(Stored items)
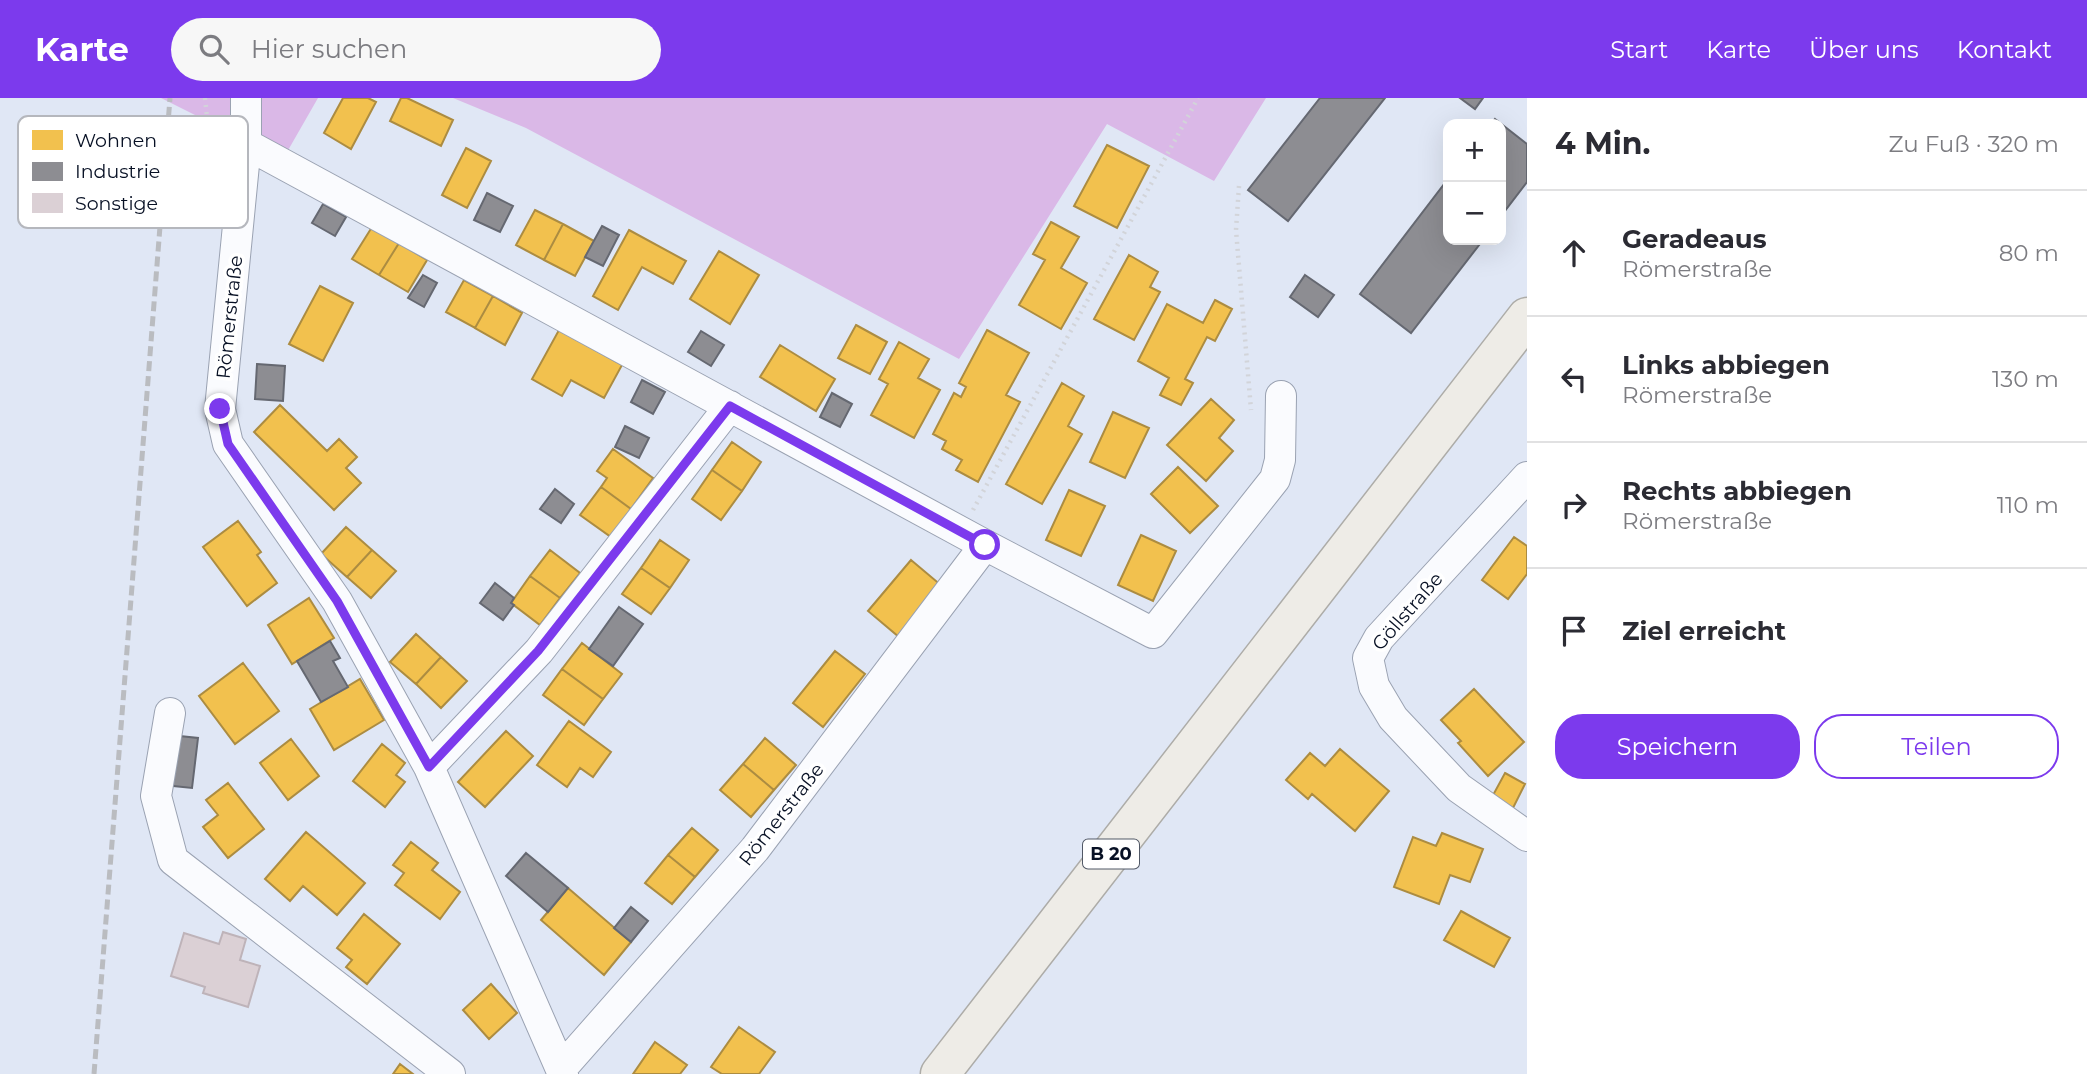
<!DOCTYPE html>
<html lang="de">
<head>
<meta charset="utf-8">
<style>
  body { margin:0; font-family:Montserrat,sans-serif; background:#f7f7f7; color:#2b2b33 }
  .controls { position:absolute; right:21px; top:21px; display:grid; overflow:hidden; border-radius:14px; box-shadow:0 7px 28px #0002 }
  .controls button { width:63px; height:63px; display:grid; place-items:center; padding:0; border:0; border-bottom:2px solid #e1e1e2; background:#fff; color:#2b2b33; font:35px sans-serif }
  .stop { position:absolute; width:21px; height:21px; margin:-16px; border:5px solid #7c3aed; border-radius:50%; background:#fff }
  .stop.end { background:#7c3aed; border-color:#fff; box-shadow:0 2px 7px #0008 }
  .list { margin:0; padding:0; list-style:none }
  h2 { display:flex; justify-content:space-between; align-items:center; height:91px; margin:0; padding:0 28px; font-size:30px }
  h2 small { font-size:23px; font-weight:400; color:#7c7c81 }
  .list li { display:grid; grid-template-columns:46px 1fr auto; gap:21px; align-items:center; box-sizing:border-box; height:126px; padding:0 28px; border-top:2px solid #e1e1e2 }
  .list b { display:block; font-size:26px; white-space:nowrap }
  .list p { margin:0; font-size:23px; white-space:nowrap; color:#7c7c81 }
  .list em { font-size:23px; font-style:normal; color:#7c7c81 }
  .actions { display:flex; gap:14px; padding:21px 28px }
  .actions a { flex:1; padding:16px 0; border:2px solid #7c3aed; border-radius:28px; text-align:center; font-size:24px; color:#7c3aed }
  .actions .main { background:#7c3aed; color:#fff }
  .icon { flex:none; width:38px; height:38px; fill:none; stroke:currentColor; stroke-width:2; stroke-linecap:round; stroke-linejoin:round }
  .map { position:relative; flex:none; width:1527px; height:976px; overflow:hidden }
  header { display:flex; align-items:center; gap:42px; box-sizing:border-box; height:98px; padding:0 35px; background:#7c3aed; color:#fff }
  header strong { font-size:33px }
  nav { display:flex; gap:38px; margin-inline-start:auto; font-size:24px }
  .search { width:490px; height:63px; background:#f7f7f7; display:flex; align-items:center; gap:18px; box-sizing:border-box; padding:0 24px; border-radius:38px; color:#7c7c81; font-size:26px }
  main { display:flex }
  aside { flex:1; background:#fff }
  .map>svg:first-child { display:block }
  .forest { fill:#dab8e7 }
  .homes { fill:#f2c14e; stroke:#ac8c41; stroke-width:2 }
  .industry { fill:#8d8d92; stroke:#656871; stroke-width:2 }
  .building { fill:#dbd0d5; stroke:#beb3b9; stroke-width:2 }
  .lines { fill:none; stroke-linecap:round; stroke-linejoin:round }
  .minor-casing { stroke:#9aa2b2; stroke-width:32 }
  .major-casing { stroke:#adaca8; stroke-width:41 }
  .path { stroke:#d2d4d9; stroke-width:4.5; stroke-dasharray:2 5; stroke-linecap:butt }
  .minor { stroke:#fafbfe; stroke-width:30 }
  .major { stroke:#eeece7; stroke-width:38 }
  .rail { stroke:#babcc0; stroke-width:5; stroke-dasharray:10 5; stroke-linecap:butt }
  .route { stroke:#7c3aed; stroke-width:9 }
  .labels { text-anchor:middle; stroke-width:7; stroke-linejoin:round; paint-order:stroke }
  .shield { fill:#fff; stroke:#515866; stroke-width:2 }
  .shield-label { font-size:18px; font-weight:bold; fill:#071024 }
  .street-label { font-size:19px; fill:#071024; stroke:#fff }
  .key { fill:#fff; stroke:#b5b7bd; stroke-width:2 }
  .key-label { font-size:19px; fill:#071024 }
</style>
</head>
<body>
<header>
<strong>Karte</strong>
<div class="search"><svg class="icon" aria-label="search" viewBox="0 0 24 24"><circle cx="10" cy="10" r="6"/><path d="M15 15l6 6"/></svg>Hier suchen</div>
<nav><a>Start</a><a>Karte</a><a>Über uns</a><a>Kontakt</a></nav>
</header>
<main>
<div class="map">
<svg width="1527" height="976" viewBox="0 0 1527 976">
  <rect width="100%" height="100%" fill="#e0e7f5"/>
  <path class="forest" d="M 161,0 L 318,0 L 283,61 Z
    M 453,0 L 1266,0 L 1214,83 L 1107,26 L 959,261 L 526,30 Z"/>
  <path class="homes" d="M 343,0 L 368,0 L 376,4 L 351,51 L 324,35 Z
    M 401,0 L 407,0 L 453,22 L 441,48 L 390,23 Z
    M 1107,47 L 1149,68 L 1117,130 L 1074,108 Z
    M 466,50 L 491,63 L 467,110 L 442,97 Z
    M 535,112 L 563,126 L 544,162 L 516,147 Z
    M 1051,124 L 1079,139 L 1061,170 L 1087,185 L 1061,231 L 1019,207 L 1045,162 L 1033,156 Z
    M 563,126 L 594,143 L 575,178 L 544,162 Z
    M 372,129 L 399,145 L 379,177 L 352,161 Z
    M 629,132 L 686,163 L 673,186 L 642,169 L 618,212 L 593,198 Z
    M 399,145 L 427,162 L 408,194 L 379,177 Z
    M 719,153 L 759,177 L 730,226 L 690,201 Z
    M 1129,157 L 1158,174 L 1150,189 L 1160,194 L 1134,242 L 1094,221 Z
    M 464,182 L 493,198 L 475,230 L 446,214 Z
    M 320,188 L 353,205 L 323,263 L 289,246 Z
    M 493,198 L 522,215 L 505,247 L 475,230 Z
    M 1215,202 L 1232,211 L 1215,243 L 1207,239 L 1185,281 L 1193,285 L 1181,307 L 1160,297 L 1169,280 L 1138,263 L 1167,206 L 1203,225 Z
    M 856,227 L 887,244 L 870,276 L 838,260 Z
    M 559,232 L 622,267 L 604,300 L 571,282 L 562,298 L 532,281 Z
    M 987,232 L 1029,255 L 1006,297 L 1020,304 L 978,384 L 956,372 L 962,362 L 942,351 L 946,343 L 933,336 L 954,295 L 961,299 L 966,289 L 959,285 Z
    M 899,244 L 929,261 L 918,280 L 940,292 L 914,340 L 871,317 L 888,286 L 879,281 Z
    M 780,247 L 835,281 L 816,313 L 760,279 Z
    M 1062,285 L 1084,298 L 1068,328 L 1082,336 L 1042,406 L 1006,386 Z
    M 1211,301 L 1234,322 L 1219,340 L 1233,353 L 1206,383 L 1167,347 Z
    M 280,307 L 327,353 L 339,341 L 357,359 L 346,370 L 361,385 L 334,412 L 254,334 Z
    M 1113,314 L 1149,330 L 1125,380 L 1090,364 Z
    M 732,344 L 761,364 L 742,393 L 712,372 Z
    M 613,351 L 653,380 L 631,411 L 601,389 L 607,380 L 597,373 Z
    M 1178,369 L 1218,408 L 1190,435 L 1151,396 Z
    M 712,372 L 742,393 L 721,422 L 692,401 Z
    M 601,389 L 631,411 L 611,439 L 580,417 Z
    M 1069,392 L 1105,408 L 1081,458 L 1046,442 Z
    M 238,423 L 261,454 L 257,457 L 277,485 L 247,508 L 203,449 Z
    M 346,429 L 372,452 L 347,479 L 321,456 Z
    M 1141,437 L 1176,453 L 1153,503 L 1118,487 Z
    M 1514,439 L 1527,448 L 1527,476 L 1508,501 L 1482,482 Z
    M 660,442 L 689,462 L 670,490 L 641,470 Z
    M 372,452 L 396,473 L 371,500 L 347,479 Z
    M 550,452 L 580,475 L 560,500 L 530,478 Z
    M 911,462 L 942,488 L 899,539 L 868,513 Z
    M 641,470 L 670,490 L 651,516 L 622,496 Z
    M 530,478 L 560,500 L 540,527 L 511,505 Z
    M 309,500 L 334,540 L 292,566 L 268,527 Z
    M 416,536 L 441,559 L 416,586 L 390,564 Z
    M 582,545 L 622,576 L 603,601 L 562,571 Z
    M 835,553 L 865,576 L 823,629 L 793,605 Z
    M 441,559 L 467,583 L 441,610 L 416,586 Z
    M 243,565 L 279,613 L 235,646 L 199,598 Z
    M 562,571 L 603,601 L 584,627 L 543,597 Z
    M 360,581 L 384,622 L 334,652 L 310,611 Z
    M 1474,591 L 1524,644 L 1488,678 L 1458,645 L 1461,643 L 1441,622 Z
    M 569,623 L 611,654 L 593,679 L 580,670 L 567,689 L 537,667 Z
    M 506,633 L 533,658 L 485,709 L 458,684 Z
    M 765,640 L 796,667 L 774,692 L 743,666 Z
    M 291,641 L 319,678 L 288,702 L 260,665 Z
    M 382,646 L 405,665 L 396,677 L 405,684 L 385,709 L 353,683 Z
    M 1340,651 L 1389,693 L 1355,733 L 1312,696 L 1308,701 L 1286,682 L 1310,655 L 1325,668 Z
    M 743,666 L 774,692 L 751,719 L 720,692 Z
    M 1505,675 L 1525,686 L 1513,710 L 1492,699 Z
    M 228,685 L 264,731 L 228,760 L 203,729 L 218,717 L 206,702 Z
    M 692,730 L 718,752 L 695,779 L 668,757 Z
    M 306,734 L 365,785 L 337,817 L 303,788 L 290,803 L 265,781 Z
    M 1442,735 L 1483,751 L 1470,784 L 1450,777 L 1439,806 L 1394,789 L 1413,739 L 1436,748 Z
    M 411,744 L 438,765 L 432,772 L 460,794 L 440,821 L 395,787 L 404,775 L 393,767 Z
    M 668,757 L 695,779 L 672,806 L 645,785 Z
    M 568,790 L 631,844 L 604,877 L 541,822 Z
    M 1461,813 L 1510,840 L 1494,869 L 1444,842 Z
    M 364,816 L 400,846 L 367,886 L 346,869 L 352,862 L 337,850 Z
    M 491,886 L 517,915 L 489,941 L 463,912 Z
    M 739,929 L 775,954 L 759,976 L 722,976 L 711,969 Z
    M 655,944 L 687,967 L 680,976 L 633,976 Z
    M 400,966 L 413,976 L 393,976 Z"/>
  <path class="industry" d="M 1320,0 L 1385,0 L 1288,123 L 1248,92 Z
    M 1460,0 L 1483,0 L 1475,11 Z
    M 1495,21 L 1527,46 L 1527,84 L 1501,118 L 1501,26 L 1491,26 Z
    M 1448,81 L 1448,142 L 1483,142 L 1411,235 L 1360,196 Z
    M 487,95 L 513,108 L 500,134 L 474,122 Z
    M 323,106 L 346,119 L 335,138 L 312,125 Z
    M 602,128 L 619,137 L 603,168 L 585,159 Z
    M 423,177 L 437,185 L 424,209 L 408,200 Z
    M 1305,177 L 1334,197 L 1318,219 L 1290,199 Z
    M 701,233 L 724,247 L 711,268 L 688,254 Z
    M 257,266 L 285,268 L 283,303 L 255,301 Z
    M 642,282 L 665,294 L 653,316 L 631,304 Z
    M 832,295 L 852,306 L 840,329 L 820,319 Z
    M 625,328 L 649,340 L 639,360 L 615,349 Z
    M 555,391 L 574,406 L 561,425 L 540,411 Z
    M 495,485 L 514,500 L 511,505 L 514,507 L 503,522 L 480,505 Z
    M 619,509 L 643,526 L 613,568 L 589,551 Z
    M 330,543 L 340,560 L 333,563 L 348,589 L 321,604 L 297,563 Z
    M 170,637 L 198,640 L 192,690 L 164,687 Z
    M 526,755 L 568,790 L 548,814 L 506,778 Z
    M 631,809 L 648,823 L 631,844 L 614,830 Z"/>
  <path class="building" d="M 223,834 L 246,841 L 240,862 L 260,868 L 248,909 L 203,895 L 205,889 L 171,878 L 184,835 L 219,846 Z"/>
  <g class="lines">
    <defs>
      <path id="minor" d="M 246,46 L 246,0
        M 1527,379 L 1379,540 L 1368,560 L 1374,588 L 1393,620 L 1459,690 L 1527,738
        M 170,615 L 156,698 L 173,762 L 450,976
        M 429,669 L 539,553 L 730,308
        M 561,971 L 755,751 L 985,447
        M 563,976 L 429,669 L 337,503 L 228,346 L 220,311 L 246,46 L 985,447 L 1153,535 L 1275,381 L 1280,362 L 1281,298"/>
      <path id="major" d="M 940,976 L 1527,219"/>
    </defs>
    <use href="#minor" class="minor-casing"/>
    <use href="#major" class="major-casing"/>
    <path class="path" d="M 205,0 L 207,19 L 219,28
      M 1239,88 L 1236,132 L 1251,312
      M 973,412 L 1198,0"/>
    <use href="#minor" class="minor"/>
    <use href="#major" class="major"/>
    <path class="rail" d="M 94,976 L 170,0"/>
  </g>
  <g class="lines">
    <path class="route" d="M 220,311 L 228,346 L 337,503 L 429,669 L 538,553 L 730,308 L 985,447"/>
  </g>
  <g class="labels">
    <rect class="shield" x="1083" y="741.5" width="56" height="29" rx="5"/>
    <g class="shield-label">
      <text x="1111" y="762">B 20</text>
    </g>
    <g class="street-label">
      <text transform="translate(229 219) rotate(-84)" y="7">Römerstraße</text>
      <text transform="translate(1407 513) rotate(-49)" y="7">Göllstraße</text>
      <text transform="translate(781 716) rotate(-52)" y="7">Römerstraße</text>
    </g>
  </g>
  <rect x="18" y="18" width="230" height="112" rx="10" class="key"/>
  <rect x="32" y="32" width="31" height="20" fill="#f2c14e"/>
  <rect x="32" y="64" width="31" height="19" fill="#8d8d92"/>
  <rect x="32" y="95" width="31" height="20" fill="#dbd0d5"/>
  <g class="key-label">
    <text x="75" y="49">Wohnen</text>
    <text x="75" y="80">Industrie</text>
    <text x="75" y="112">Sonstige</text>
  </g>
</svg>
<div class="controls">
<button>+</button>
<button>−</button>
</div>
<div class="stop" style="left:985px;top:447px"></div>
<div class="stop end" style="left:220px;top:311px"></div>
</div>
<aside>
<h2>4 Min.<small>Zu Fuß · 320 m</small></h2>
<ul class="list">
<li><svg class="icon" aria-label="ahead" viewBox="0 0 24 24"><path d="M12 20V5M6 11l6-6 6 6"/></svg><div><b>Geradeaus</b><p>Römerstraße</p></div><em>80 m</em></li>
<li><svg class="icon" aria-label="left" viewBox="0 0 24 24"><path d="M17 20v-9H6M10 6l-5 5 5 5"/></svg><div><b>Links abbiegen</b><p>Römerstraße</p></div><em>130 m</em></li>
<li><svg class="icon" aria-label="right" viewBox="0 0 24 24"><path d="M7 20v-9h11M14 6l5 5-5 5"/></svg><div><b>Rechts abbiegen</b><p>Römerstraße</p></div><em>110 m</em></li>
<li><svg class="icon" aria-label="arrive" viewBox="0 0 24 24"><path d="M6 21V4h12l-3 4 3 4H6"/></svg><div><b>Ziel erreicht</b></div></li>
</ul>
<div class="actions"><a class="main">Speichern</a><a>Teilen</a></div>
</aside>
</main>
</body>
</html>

About this exercise
Wherever the word "solid" appears in the data, return the whole line.

Task answer
  .controls button { width:63px; height:63px; display:grid; place-items:center; padding:0; border:0; border-bottom:2px solid #e1e1e2; background:#fff; color:#2b2b33; font:35px sans-serif }
  .stop { position:absolute; width:21px; height:21px; margin:-16px; border:5px solid #7c3aed; border-radius:50%; background:#fff }
  .list li { display:grid; grid-template-columns:46px 1fr auto; gap:21px; align-items:center; box-sizing:border-box; height:126px; padding:0 28px; border-top:2px solid #e1e1e2 }
  .actions a { flex:1; padding:16px 0; border:2px solid #7c3aed; border-radius:28px; text-align:center; font-size:24px; color:#7c3aed }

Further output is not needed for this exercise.